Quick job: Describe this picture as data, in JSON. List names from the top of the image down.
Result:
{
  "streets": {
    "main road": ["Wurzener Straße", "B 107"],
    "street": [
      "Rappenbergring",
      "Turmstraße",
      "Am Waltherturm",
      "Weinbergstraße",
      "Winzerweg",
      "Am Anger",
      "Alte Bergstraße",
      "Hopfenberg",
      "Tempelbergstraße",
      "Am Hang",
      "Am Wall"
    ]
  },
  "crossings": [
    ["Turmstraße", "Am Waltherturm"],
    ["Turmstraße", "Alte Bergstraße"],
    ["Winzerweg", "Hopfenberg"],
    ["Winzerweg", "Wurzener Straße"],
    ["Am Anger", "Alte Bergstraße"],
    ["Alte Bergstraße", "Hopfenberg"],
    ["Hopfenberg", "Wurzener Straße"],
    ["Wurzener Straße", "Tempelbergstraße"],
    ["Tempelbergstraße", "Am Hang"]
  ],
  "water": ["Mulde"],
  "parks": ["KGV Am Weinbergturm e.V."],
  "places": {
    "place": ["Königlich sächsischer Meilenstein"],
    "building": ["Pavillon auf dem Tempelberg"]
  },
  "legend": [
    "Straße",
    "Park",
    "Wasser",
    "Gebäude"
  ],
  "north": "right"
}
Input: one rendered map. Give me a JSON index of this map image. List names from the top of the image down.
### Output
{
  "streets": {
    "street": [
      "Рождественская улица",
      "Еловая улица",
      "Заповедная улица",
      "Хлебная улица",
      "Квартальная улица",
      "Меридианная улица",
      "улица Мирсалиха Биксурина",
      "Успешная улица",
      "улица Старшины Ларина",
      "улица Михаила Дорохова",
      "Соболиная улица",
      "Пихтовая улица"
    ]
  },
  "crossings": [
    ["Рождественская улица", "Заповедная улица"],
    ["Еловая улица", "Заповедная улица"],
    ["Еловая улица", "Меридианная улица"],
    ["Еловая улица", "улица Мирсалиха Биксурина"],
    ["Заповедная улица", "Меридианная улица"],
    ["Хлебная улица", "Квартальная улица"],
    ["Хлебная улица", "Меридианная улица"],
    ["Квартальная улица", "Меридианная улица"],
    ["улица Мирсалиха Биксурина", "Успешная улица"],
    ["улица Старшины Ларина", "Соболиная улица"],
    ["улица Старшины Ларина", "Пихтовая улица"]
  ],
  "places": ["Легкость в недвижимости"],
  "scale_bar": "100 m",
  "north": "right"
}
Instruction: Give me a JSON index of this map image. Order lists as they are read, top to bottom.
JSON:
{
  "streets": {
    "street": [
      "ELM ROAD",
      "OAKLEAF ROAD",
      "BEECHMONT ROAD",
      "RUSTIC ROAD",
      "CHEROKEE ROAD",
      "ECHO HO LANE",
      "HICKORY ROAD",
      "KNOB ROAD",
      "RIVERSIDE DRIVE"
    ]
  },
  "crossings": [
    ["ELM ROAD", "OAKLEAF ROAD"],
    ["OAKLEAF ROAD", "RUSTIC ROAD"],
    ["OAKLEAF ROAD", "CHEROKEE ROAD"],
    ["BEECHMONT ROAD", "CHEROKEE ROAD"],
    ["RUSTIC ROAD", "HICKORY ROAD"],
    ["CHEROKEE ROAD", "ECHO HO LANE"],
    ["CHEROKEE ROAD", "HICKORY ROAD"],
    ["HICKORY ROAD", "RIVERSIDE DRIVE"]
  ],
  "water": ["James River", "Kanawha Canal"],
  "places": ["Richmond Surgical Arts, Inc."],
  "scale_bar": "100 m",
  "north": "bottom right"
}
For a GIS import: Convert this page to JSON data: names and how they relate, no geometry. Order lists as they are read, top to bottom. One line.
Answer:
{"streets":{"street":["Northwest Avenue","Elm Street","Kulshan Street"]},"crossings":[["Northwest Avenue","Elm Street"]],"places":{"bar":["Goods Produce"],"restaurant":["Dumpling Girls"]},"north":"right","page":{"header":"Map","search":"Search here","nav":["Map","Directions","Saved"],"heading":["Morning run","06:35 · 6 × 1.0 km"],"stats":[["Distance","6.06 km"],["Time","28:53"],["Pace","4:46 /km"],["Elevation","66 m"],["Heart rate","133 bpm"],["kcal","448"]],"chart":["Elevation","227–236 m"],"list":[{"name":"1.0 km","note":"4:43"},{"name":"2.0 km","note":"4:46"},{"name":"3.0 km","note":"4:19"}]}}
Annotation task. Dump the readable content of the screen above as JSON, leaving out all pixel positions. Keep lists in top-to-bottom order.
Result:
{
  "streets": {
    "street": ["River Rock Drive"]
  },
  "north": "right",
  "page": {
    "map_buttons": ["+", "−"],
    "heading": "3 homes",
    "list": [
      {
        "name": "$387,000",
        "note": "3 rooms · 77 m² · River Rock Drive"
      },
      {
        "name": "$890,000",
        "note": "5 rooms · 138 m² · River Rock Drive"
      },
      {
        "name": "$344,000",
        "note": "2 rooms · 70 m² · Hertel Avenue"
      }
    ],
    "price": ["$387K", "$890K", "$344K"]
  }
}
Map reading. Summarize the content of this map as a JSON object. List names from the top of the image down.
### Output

- [Work request]: When a line above contains the string "data", copy that line.

- [Response area]:
Quick job: Describe this picture as data, in JSON. List names from the top of the image down.
For a GIS import: Convert this page to JSON data: names and how they relate, no geometry. Order lists as they are read, top to bottom. One line.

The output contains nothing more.